I want an e-reader now, and I want it to be an IPAD but know gen2 is coming out within 3 months and will be huge improvement on the gen 1 IPAD so it's worth waiting for. So, I have to read e-books on my laptop and put $$ into saving to wait for Apple to release the gen 2 toy I want.
It's a good life, I shoveled snow today, not just my snow but Chuck and Alberta's snow too, and that is something I didn't think I would ever be able to do so I have come a long way in the past few months. I know it won't be easy but I will be able to do some things that matter to me. It might seem stupid to others but ya, shoveling the snow for my neighbors does matter to me, it's something I have enjoyed and thought I had lost because of this accident.

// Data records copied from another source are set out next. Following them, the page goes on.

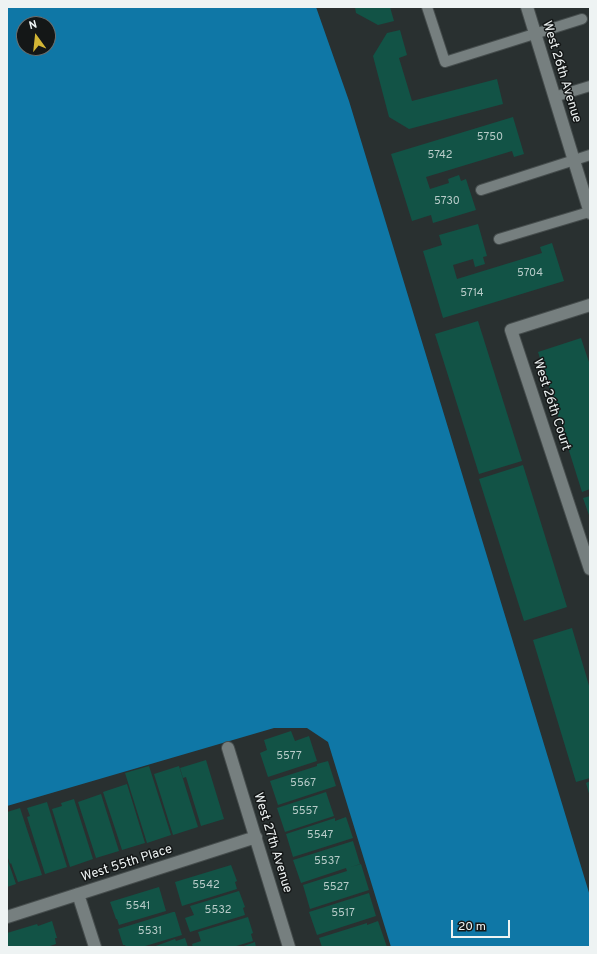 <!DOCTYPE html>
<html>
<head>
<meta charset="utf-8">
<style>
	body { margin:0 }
	#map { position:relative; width:597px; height:954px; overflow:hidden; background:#293030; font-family:Overpass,sans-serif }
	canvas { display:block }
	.frame { position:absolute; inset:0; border:8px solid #eef3f3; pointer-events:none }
	.north { position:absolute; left:16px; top:16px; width:40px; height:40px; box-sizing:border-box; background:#141717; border:1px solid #6b6f6f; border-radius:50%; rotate:345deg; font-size:11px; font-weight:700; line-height:16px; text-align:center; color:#eef3f3 }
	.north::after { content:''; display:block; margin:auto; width:14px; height:18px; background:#d3b635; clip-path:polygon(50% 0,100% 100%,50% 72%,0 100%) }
	.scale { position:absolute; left:451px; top:920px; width:59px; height:18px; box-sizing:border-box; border:2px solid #eef3f3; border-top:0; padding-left:5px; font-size:12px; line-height:14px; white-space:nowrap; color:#eef3f3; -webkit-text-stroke:3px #141717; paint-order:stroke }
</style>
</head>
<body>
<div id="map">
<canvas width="597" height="954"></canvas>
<div class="frame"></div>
<div class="north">N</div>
<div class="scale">20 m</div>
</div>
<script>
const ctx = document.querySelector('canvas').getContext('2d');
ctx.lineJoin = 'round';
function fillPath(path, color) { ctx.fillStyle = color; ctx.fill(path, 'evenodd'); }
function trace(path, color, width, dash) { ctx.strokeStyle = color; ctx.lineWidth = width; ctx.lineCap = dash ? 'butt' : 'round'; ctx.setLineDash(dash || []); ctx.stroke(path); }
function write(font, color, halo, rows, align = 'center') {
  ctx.font = font + ' Overpass,sans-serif'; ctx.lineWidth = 3; ctx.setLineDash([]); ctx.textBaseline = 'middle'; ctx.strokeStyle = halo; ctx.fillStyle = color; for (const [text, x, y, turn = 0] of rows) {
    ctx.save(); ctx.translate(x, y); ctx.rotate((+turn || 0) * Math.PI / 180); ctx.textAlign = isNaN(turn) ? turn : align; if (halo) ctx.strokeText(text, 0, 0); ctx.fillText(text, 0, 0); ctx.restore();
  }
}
fillPath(new Path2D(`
	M7,7H316L349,101L590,896V947H391L328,742L307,728H274L7,806ZM24,24H48V48H24Z`), '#0f77a6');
fillPath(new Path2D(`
	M355,7H390L394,21L378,25L356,13Z
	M400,30L407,55L399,58L412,101L497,79L503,104L409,129L389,117L373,56L387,33Z
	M513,117L524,154L514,157L512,151L426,177L430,189L449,183L448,179L459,175L461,181L466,179L476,210L433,223L431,215L412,221L391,154Z
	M478,224L487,256L483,257L485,264L475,267L473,259L453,265L457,279L542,253L540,247L552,243L564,281L443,318L423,251L442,245L439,235Z
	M478,321L522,461L479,474L435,334Z
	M581,338L590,365V489L582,492L538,352Z
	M523,465L567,607L524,621L479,479Z
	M590,496V518L583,498Z
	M572,628L590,689V778L576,782L533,640Z
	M291,731L295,741L309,736L317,761L268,777L260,753L267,750L264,740Z
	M206,760L224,819L201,826L186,777L183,778L180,768Z
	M328,761L336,786L278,805L270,781L317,766V764Z
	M149,766L171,835L147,843L125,773Z
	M179,766L198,827L173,835L154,774Z
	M590,781V797L586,783Z
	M127,784L145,843L122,850L103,792Z
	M326,792L334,816L285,832L277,808Z
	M101,794L119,851L96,858L78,802Z
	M74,799L93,859L70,867L52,809L62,806L61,803Z
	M47,802L67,867L45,874L27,817L30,816L27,808Z
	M20,808L42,875L18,882L11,863L10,864L7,855V812Z
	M346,817L353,838L293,857L286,834L335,818V821Z
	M353,841L360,864L351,867L361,864L369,890L310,909L303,885L347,871L346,868L301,883L293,860Z
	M7,858L16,884L7,887Z
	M231,865L237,881L235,882L237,889L182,906L175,882Z
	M159,887L166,911L119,925L117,919H116L110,902Z
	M239,891L245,907L243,908L245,915L190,932L185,918L194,915L190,906Z
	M369,893L376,916L317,935L309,912Z
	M173,912H175L182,935L142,947H126L125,945H123L118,929Z
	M248,917L253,933L251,934L253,941L233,947H193L192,944L201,941L198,932Z
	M52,921L57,938H55L56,944L47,947H7V933L37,924L38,926Z
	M378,921L387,947H322L319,938L367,923V925Z
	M185,938L188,947H153L175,939L176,941Z
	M255,942L256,947H241Z`), '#125346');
const lane = new Path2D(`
	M427,7L445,62L582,19
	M554,97L590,86
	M481,190L590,155
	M499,239L589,212`);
const street = new Path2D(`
	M590,305L511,330L590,569
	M228,748L289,947
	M78,894L95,947
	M7,917L256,837`);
const secondary = new Path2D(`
	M527,7L590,213`);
trace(lane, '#464d4d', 12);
trace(street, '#464d4d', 14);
trace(secondary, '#464d4d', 14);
trace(lane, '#767f7f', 10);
trace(street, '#767f7f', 12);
trace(secondary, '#767f7f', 12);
write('11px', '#b7cbc8', null, [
	["5750",490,138],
	["5742",440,156],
	["5730",447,202],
	["5704",530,274],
	["5714",472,294],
	["5577",289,757],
	["5567",303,784],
	["5557",305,812],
	["5547",320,836],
	["5537",327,862],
	["5542",206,886],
	["5527",336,888],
	["5541",138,907],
	["5532",218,911],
	["5517",343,914],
	["5531",150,932]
]);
write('13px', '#eef3f3', '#141717', [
	["West 26th Avenue",561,72,73],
	["West 26th Court",551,405,72],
	["West 27th Avenue",272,843,73],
	["West 55th Place",127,864,-18]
]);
</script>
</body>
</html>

Finances will be tight, and I will be struggling for a long time here with paying down debts and with getting this house fixed. But I will be able to do more than I had expected to be able to do. I don't know if I will get back some of what I have lost but the little things do matter to me. I am going to be able to shovel snow and maybe come summer I might be riding that bike of mine.
So, for now I will read my e-books on laptops and be glad I have them, and I will be glad I have a good and good health insurance and I will be glad I have no relationships that are financially draining and that the dog loves my company even when I have scolded him or smacked him for some thing he should not have done.
I will let my little sister chase the love of her life, or whatever, think I can live with my quiet friendship and rare times together out of the plant with a man who has his act together, who is very financially stable, keeps a good job and doesn't lie to me or try to use me.